→ ASSIGNED TASK:
When a line in the data below includes "canvas", pick it out and copy it.

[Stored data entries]

--- START ---

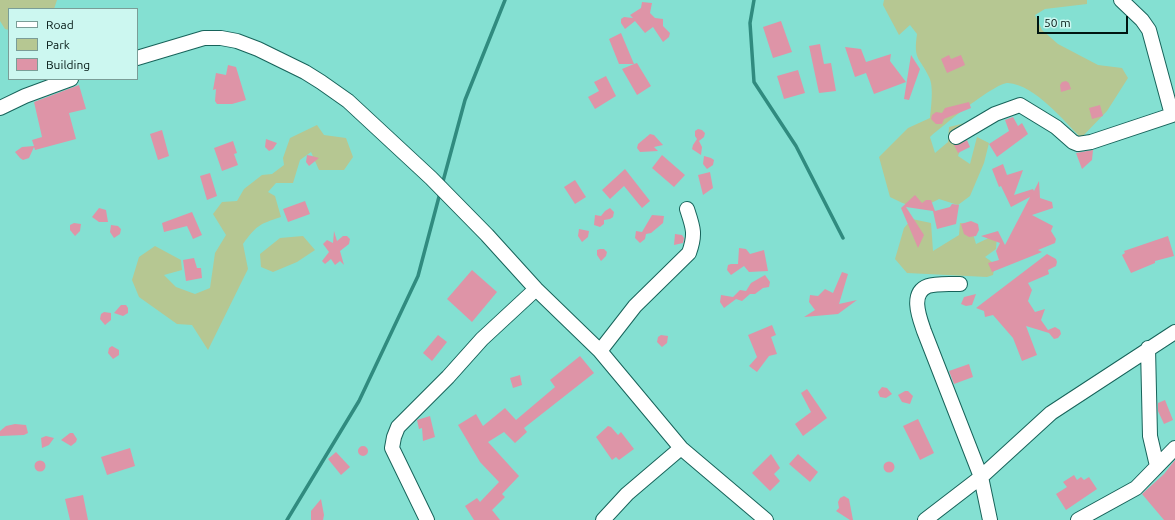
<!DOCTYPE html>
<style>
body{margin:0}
#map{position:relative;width:1175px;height:520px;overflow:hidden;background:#84e0d2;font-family:Ubuntu,sans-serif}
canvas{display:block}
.legend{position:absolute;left:8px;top:8px;width:130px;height:72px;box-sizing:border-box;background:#ccf7f0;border:1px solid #7a9d97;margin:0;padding:5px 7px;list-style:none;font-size:12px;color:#001511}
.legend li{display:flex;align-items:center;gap:8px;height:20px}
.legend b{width:20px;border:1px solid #7a9d97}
.scale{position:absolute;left:1037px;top:16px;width:91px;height:18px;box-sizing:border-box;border:2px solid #001511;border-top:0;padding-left:5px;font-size:12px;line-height:14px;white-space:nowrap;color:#001511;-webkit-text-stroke:3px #ccf7f0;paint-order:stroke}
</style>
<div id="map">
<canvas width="1175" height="520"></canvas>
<ul class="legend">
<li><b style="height:5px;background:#fff"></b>Road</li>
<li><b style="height:11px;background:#b6c792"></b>Park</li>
<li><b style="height:11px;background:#de94a7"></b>Building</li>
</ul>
<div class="scale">50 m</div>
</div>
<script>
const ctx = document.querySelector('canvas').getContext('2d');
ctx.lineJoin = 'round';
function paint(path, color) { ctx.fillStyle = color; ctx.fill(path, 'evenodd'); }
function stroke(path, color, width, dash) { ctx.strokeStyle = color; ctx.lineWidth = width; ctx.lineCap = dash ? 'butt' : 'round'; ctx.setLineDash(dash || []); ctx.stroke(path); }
const green = new Path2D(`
 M0,0H57L54,9H9V30L5,29L0,21Z
 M884,0H1087V4L1045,9L1035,15L1042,30L1058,44L1098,65L1122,68L1128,78L1107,111L1081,138C1064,121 1035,85 1008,83C994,83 943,126 930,137L935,153L948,142L949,127L965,123L966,136L958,156L970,164L977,137L989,143L984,163L970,196L958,205L939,199C918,211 910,207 890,197L879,157L908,128L930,118C931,108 934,86 929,77C920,57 913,61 917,34L910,25L899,35L883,5Z
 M317,125L324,135L346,138L353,157L344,170H319L311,152L300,160L293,183H276L268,192L275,196L281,217C259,224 256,226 243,244L248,269L208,350L192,325L177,324L139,297L132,280L139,257L155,246L181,260L182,270L164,275L176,287L195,294L210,288L215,253L226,235L213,214L222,202L237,201L244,189L262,175L272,174L284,165L283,158L290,138Z
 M912,219L931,223L933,251L959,235L960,223L970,224L976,244L997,234L996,249L985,257L995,264L993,275L987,277L907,273L895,259L904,228Z
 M303,236L315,250L297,262L273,272L261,267L260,254L280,238Z`);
const stream = new Path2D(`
 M754,0L750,23L754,82L796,146L843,238
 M442,185L465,100L505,0
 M287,520L359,401L418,276L440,193`);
const building = new Path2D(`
 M642,2L652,3L650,13L655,18L663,19V26L670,33L669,37L663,42L653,27L645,33L635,21L625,29L621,23V19L624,17L633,18L630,15L641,8Z
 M781,21L792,52L773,58L763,27Z
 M621,33L634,64L637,63L651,86L637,95L622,69L634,64H619L609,39Z
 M820,44L824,64L831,63L836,91L819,93L809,46Z
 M845,47L861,49L866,62L891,54L890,61L906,82L874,94L866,73L855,77Z
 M911,55L920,69L909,100L904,99Z
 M949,55L951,59L961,55L965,65L947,73L941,59Z
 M228,65L236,67L246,100L232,104H217L215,101L216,89L213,90L216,73L226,75Z
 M798,70L805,93L784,99L777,76Z
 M606,76L616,96L595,109L588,97L599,91L594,82Z
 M1066,81L1069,83L1071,89L1061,92L1060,85L1062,82Z
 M79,85L86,109L69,113L76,139L35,150L34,147L29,158L23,160L20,158L15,152L22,147L34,146L32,140L42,137L34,102Z
 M969,102L971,108L944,119L942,124H936L931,119L932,115L936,112L942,113L945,108Z
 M1100,105L1103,116L1092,119L1089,108Z
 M1013,117L1018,126L1022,123L1028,134L997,157L989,144L1009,131L1005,120Z
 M698,129L702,130L705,133L704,137L699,141L702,147L701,155L692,149L693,145L697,139L695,136V131Z
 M162,130L169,156L158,160L150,134Z
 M650,134L654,135L663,145L654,147L658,151L640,152L637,148L638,144Z
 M266,139L277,143L273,149L269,151L265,147Z
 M967,140L970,147L958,153L954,145L960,144Z
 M233,141L237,153L234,154L238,165L222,171L214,148Z
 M1093,150L1092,160L1082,169L1076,153Z
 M307,155L312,156L319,158L309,166L306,162Z
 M662,155L685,175L674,187L652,168Z
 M704,156L711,158L714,160L713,165L707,169L703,164Z
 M1003,164L1007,175L1023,170L1014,195L1033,189L1034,191L1039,181L1040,198L1052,202L1053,208L1032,215L1053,226L1051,231L1056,239L1055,243L1038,250L1042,252L992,272L988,263L999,260L996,251L1000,243L981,236L998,231L1005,245L1030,197L1011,207L1001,186L999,187L992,169Z
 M625,169L650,201L642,208L624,186L610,199L602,190Z
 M710,172L713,188L703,195L698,175Z
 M210,173L217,196L207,200L200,176Z
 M575,180L586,197L575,204L564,187Z
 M915,195L922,203L926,200H931L935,211L950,207L952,204L959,205L956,224L937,229L933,211L906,207L924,235L918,248L901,208Z
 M305,201L310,214L288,222L283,209Z
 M99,208L106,210L108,222H99L92,217Z
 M610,208L614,212L613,217L610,219L604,220V224L600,227L594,225L595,215L601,216L605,211Z
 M192,212L202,235L193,239L187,226L164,232L162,223Z
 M652,215L664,216L663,223L651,233L646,234L645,239L640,243L635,238L636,231L642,232Z
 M971,221L978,224L979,230L976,236L969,237L964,234L961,224Z
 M74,223L81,224L80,231L75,236L70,230V225Z
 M111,225L118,226L121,229L120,234L114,238L110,232Z
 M579,229L589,231L588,237L582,242L578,236Z
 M334,231L337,241L343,236H347L350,239L349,244L340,251L344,265L340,261L335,265L331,259L325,264L322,261L329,252L323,244L327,240L333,243Z
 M675,234L682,235L684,238L683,243L674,245Z
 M1168,236L1174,256L1155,261V263L1131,273L1122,255L1125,253L1124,251Z
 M739,248L746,249L750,254L764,250L768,271L749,272L744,266L731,275L727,270L728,265L731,264H738Z
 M600,249H604L607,252L606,256L601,261L597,255V250Z
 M1047,254L1056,259L1057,262L1056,266L1048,270L1049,274L1028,283L1032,290L1028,301L1035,312L1045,309L1041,320L1048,330L1055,327L1060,330L1061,334L1058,338L1054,339L1049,333L1026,326L1037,355L1022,361L1013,338L993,315L985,317L984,311L976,308Z
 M194,258L197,268H201L202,278L186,281L183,260Z
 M472,270L497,292L472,322L447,299Z
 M842,272L848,274L839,304L857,300L838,314L804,317L815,310L809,302L810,295L818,296L825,289L833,293Z
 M765,275L770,282L769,287L763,288L755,294H750L742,301L736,299L724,308L720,302L721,295L733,297L740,290L746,291L751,283Z
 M976,294L972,305L966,306L961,304L964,297Z
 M121,305H126L128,308V313L123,316L114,313Z
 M104,312L111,313V320L105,325L100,319L101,314Z
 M772,325L776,335L771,337L777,354L769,356L757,372L749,366L757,357L748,335Z
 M438,335L447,342L432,361L423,353Z
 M661,335L668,336L667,343L662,347L657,342L658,337Z
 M112,346L119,350V355L113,359L108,353L109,348Z
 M580,356L594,373L524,428L527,432L515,443L504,432L488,442L519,476L502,494L505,497L492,510L500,520H474L465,506L477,498L480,502L499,482L480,462L458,425L476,414L483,426L505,408L516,420L555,387L550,380Z
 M969,364L973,377L954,384L949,371Z
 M520,375L522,385L513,388L510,378Z
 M882,387L887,388L892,394L886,398L880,397L878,392Z
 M807,389L827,418L803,436L795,424L811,412L801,393Z
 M905,391H908L913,396L910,404L902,402L898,395Z
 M1165,400L1173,420L1164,424L1158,411V403Z
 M430,416L435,437L423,441L422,428L419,429L417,420Z
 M918,419L934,453L920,460L903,426Z
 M15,424L26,425L28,433L24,435L0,436V431L6,426Z
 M608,426L611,427L618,435L621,432L634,449L619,460L616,457L612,460L596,437Z
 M70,433H73L77,439L76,442L71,446L61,440Z
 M46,436L54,438L49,445L42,448L41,438Z
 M358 451a5 5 0 1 1 10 0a5 5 0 1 1-10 0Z
 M130,448L135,466L107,475L101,457Z
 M336,452L350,467L341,475L328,459Z
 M771,454L780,468L774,474L780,481L770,491L752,473Z
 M798,454L818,472L810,482L789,464Z
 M1175,460V520H1164L1142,494L1164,474Z
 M34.5 466a5.5 5.5 0 1 1 11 0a5.5 5.5 0 1 1-11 0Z
 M883.5 467a5.5 5.5 0 1 1 11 0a5.5 5.5 0 1 1-11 0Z
 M1074,475L1077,480L1081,477L1084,480L1089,477L1097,489L1066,510L1056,494L1067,487L1063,482Z
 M83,495L88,520H70L65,499Z
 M844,496L849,499L853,520H850L836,511L839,508L838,502L840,498Z
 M321,499L324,515L323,520H311V511Z`);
const minor = new Path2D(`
 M1121,0L1142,20L1149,30L1172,115
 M137,58L204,38H221L237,41L258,49L305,72L321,82L348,101L431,178L487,235L536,289L600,351L681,448L766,520
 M0,108L25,96L71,79
 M956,137L995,114L1020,105L1056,127L1073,142L1078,144L1091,142L1175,114
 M960,284C950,284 936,283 928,286C909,293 920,319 924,331L981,477L990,520
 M1148,348L1150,436L1157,466
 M600,351L635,306L689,253C696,234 693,227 687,209
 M427,520L392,448L394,437L398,427L448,377L482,339L536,289
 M603,520L627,494L681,448
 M925,520L981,477L1051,413L1175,332
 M1078,520L1136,488L1175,448`);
paint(green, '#b6c792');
stroke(stream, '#308b7f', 3.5);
paint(building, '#de94a7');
stroke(minor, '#17635a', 16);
stroke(minor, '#fff', 14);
</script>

--- END ---

→ TASK ANSWER:
canvas{display:block}
<canvas width="1175" height="520"></canvas>
const ctx = document.querySelector('canvas').getContext('2d');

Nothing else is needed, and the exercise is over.